In conclusion, this population-based cohort study showed that BD patients in olanzapine and risperidone exposure groups had significantly higher mortality risk than those in lithium exposure group, while lithium, valproate and quetiapine were associated with comparable mortality risk. The association between olanzapine and an increased risk of natural-cause mortality relative to lithium was consistently affirmed in sensitivity analyses. Our findings thus provide evidence further supporting the adherence to treatment guidelines recommending lithium as the first-line maintenance treatment for BD. More research examining underlying factors or mechanisms that contribute to excess mortality related to individual SGA agents relative to lithium, with adequate sample size and data on more specific natural and unnatural death causes, is required to provide clinically useful data to inform risk-benefit evaluation on the use of these alternative mood stabilizers to improve treatment outcome and to minimize avoidable premature mortality in BD patients.

Supplementary material

The supplementary material for this article can be found at https://doi.org/10.1017/S2045796024000337.

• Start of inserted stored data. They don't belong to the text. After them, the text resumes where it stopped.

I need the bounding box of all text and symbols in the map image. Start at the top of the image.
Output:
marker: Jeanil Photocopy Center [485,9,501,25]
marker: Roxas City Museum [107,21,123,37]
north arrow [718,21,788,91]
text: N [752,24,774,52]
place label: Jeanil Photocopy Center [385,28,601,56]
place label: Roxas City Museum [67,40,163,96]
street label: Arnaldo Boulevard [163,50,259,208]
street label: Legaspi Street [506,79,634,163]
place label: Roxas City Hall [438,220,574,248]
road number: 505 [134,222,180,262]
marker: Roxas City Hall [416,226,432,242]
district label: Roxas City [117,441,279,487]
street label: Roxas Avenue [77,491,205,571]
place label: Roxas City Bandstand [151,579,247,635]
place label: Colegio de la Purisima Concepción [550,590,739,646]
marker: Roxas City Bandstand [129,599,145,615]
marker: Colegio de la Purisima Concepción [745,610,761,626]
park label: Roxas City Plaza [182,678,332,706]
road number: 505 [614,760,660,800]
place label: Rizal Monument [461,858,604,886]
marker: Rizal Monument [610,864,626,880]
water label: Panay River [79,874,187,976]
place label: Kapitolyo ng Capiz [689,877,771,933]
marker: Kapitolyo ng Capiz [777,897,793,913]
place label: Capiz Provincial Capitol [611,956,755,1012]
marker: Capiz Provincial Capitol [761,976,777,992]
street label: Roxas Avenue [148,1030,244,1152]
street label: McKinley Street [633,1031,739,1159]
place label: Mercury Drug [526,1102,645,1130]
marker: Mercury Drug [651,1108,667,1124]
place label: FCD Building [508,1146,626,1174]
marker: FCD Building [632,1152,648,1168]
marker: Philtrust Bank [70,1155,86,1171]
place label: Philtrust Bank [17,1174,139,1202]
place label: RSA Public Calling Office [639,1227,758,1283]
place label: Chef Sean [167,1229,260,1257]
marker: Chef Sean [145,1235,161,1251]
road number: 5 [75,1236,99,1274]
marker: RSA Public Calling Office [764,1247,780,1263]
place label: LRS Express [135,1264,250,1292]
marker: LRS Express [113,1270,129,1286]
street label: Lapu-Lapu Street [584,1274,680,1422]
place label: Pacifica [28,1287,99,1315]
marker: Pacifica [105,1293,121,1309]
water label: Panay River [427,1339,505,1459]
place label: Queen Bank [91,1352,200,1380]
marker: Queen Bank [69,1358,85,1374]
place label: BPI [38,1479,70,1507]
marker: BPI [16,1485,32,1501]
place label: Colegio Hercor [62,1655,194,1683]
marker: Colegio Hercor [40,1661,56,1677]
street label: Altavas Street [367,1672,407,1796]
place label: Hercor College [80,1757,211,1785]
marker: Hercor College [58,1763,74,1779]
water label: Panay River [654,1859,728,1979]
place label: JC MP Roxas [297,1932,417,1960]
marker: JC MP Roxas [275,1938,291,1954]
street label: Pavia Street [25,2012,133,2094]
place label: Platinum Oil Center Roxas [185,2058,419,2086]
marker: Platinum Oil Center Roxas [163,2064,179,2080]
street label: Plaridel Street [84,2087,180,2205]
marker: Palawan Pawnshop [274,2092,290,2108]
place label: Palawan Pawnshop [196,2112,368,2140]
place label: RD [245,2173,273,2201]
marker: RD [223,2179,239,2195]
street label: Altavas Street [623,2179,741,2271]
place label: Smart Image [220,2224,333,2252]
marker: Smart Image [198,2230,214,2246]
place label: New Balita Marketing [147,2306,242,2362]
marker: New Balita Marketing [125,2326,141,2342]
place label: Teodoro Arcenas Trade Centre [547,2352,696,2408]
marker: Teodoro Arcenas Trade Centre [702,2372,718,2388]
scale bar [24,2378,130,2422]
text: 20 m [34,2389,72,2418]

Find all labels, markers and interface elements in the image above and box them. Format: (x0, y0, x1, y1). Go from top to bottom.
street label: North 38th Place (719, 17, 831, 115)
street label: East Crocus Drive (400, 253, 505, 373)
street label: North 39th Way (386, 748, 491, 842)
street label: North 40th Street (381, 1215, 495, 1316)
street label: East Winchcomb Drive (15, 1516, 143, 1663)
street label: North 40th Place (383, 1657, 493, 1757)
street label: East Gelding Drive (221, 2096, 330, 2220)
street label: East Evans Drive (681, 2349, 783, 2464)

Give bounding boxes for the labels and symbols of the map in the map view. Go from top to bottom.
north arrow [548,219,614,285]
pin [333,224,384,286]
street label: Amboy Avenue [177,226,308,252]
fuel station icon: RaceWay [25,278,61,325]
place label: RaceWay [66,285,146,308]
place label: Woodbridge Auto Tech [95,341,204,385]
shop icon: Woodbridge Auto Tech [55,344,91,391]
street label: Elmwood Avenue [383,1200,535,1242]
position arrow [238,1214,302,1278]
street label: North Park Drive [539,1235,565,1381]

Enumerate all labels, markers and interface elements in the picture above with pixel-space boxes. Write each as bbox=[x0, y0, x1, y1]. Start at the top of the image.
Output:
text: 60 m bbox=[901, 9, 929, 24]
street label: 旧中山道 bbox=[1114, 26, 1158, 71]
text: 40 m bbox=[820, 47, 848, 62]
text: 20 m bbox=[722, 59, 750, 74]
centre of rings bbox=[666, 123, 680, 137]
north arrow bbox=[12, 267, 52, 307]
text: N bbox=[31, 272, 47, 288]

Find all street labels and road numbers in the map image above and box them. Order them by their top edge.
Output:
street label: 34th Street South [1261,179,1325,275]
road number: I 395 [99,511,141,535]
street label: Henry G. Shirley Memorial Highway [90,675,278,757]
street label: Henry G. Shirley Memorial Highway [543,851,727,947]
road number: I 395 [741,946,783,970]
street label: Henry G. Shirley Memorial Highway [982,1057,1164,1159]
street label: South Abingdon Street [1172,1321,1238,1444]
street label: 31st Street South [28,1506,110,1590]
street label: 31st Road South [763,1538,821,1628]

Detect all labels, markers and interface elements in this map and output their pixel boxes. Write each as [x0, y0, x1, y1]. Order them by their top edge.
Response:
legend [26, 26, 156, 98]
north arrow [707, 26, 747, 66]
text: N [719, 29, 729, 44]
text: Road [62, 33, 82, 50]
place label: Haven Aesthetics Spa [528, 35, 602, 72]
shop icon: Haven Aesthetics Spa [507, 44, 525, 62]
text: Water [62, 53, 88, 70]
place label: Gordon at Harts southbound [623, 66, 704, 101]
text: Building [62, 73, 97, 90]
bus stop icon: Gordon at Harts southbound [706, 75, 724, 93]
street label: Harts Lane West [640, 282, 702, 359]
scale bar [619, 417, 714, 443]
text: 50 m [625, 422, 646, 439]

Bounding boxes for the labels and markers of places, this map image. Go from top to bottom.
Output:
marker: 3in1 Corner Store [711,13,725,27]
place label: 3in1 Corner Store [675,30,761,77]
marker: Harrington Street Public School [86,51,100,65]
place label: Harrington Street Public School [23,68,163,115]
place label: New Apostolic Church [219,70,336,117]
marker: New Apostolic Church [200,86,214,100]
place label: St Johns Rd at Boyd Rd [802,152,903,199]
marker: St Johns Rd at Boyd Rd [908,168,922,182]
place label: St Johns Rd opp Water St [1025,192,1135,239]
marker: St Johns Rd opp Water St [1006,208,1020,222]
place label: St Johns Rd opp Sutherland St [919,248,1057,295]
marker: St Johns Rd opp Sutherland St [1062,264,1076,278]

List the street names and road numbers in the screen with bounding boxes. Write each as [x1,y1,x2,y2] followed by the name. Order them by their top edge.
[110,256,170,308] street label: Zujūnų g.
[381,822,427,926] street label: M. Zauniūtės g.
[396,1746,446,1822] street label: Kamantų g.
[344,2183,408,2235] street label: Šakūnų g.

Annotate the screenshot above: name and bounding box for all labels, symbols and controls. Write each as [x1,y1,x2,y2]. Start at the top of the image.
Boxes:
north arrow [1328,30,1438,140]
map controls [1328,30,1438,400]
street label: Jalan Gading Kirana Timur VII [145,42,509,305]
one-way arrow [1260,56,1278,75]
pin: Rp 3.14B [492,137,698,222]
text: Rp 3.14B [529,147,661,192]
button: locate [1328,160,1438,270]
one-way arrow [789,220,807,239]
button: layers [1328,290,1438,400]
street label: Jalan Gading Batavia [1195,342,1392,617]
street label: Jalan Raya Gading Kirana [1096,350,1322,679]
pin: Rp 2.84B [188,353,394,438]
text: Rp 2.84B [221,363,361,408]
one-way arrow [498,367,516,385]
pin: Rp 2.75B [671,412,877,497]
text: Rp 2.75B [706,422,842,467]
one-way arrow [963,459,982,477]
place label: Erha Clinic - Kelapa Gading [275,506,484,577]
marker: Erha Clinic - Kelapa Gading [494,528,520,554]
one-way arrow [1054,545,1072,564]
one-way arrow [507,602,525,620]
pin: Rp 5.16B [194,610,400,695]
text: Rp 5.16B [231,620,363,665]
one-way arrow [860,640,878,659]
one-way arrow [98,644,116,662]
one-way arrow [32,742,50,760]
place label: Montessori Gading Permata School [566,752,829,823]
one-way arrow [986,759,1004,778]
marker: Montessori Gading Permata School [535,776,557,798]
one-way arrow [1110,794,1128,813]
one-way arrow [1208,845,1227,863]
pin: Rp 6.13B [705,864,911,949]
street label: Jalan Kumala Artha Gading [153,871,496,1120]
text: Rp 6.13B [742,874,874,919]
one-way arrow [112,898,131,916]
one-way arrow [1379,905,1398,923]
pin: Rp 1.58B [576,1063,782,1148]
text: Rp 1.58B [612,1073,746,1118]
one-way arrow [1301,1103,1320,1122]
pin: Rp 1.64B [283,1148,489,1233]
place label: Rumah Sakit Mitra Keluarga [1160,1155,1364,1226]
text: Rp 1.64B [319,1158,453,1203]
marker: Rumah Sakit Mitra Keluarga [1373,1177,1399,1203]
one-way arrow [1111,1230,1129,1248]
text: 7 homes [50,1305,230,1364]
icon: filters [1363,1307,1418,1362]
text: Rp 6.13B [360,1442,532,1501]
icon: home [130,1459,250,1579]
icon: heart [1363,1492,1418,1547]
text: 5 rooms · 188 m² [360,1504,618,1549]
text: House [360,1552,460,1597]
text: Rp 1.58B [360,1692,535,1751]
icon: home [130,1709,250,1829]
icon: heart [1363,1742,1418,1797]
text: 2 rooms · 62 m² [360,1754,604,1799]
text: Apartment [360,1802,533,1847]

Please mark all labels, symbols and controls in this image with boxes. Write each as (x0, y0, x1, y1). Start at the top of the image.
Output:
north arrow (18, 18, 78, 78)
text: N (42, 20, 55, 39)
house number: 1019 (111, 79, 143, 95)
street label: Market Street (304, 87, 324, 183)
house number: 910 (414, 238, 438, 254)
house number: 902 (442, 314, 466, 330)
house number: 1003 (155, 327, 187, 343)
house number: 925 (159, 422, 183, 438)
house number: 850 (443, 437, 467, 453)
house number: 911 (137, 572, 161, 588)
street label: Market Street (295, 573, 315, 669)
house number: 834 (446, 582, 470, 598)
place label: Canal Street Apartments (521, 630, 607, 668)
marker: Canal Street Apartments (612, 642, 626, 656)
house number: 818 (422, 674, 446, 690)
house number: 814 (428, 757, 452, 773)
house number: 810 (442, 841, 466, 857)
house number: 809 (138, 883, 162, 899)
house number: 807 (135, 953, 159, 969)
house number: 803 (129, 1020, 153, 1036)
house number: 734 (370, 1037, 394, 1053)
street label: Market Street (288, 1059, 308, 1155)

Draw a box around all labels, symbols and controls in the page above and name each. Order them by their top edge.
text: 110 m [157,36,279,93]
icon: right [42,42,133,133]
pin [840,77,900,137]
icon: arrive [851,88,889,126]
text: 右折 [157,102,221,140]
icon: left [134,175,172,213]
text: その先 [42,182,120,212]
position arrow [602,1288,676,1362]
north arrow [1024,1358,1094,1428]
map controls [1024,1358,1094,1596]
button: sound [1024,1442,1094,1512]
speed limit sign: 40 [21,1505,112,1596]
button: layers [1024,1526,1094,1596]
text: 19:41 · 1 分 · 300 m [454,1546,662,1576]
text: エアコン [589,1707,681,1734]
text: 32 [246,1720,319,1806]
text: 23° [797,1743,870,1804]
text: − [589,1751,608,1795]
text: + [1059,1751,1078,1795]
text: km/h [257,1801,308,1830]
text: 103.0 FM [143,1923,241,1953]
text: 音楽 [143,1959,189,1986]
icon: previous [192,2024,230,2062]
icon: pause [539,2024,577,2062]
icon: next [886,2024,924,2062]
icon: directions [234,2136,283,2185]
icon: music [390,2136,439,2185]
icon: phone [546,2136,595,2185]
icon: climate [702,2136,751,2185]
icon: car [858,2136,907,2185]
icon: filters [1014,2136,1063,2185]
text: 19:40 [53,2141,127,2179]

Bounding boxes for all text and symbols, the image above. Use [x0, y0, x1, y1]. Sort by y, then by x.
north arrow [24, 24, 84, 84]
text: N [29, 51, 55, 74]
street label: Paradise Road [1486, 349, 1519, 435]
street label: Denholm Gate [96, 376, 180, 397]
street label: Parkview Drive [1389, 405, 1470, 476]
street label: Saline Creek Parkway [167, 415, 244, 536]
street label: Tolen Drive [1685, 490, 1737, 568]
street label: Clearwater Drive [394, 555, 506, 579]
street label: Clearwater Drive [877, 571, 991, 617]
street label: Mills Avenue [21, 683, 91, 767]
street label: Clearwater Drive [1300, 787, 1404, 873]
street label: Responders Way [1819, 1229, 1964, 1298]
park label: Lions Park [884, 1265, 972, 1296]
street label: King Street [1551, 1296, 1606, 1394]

Availability of data and materials

The data that support the findings of this study are available from the corresponding author upon reasonable request.

Acknowledgements

The authors would like to thank the colleagues in the Hospital Authority of Hong Kong for their kind assistance in data extraction for the current investigation.

Author contributions

Authors WCC and CSMW designed and conceptualized the study. Author JKNC conducted statistical analysis and wrote the first draft of the manuscript. Authors WCC, JKNC and CSMW interpreted the study data. Authors JKNC and WCC revised and finalized the manuscript. All authors provided critical feedback to the manuscript and have approved the final manuscript.

Financial support

The study was supported by Hong Kong Research Grants Council (grant number: 17127417) and the State Key Laboratory of Brain & Cognitive Sciences, the University of Hong Kong. Additional financial support to undertake this research was provided by the Research Fund Award 2022, Schizophrenia International Research Society.

Competing interests

The authors declared no conflicts of interest in relation to the subject of this study.

Ethical standards

The authors assert that all procedures contributing to this work comply with the ethical standards of the relevant national and institutional committees on human experimentation and with the Helsinki Declaration of 1975, as revised in 2000.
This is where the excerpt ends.